Lucy Elliott, 26, developed excruciating back pain following the birth of her eldest son Adam in September 2014.
Barely able to walk, Ms Elliott was referred for an MRI scan, which revealed a metal hook had been left in her abdomen following emergency surgery to remove her appendix in April 2013 at Chesterfield Royal Hospital.
Although the five-hour operation to remove the hook was a success, doctors warned Ms Elliot it was found close to her uterus and may have caused too much damage for her to have a successful pregnancy again.
Desperate to give Adam a sibling, Ms Elliott defied the odds when her and her partner Craig Halliday, 33, welcomed Charlie in September 2017.

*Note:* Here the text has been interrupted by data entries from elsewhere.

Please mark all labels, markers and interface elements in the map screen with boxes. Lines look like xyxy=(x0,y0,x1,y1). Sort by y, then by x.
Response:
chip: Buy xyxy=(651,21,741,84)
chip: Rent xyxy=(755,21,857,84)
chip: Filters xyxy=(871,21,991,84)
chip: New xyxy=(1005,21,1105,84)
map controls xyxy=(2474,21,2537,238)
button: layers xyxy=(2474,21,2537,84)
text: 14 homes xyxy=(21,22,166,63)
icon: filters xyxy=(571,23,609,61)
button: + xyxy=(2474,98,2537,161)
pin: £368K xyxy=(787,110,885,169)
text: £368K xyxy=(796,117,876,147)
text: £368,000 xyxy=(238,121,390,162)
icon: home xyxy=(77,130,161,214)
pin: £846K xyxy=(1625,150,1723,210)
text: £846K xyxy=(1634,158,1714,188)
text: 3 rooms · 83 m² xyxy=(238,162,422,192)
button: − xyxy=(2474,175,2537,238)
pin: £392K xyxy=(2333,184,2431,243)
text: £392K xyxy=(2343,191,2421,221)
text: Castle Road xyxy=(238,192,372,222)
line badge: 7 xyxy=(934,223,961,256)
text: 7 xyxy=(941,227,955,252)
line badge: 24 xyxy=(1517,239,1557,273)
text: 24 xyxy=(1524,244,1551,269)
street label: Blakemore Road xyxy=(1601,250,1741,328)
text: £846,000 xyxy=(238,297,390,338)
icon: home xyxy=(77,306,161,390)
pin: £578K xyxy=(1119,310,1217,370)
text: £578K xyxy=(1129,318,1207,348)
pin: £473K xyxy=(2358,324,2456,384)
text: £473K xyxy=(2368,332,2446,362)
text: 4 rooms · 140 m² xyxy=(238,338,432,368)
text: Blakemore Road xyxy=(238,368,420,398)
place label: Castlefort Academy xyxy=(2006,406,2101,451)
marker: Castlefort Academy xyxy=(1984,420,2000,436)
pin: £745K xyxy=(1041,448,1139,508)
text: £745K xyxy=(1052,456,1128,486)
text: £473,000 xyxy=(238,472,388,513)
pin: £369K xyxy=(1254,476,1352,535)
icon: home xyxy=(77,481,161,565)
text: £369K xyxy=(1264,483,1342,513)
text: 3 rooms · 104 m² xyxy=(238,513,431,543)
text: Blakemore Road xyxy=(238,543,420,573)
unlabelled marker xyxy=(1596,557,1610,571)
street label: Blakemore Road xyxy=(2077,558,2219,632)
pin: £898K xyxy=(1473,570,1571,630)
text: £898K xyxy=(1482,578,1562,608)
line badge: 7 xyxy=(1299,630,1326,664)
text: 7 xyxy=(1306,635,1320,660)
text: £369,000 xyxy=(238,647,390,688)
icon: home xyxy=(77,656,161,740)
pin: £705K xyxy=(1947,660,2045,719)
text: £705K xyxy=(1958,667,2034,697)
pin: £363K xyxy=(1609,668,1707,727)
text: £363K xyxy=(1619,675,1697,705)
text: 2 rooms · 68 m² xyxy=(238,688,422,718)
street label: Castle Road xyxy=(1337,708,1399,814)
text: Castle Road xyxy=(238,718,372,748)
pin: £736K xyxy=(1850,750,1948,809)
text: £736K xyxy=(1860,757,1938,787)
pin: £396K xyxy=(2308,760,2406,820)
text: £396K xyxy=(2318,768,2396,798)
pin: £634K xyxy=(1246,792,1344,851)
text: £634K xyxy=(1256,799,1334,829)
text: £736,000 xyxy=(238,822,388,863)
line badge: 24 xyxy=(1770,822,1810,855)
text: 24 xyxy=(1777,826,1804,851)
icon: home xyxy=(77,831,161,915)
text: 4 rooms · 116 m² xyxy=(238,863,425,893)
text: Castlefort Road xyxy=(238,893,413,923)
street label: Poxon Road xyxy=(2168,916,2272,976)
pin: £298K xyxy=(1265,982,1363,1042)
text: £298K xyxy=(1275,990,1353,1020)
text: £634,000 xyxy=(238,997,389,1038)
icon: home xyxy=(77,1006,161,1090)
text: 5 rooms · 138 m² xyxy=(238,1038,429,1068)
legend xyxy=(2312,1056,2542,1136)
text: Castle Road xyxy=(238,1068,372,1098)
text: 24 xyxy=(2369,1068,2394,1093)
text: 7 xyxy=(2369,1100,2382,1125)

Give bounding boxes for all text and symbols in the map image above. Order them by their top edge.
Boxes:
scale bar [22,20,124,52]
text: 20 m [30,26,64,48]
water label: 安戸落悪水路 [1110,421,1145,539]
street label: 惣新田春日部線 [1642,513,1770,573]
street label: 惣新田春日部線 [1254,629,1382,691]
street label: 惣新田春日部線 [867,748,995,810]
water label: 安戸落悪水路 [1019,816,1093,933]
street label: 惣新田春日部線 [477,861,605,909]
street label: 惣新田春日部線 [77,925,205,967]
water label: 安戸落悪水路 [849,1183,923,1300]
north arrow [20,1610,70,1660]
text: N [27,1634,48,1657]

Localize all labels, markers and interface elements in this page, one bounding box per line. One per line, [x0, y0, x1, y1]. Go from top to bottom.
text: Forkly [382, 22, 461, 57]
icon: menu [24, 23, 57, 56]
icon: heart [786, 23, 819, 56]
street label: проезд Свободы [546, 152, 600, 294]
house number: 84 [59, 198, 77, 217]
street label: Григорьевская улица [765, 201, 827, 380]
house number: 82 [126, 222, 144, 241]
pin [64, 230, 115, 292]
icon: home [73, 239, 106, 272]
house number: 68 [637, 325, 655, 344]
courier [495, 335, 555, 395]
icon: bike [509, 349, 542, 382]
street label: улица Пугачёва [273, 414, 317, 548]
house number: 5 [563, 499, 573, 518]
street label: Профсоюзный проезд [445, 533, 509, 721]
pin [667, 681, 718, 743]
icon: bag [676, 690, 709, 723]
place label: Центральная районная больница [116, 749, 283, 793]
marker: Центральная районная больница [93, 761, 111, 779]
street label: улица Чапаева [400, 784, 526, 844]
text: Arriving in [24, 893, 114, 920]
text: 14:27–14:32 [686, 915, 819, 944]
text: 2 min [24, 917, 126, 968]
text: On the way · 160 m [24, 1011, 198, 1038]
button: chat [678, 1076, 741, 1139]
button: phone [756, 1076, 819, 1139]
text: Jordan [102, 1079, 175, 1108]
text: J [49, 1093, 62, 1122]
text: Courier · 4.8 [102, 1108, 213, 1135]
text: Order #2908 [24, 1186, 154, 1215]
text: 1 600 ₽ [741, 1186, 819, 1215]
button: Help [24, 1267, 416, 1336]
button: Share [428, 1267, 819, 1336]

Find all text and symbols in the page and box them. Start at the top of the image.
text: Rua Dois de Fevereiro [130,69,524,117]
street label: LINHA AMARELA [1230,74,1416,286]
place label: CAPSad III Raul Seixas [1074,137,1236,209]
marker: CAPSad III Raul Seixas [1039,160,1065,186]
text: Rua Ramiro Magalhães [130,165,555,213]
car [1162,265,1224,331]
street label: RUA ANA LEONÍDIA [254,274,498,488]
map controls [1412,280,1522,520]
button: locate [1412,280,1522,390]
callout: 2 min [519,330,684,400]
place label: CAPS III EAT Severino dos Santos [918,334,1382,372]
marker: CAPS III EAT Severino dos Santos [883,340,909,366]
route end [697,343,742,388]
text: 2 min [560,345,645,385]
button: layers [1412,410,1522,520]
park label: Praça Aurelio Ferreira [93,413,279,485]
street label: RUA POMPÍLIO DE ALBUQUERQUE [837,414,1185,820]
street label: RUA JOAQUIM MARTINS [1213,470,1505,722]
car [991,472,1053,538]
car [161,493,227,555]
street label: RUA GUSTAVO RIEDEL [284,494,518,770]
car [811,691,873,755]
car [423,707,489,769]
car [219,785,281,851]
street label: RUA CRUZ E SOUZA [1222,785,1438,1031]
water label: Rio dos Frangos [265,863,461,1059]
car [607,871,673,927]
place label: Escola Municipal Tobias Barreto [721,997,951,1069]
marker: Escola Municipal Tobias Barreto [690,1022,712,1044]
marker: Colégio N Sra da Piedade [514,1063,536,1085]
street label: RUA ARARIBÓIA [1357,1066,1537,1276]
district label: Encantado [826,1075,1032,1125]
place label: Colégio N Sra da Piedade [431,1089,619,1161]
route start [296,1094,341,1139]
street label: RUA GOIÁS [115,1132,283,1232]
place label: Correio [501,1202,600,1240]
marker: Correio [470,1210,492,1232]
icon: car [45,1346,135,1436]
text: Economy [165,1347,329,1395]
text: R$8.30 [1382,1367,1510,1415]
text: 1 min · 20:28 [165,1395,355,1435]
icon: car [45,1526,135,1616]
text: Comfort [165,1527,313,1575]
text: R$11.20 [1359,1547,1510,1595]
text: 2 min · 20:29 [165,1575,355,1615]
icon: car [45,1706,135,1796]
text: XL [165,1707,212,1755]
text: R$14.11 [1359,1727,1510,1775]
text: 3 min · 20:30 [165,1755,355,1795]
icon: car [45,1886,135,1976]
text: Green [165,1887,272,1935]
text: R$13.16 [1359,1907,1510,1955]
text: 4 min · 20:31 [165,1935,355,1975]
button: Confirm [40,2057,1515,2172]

Lucy Elliott gave birth to her ‘miracle baby’ Charlie (pictured left with her partner Craig Halliday in September 2017) after doctors warned her abdomen was too scarred for her to carry a child. Also parents to four-year-old Adam, the family are pictured right recently
Doctors left a metal hook (pictured) in Ms Elliott’s abdomen following emergency surgery to treat an appendicitis in April 2013. She first became aware of the problem after developing excruciating back pain following Adam’s arrival. Scans later revealed the hook near her uterus
Ms Elliott’s ordeal began in April 2013 when she woke one morning in excruciating pain.
Her GP referred her to Chesterfield Royal, were doctors warned her appendix needed to be removed immediately.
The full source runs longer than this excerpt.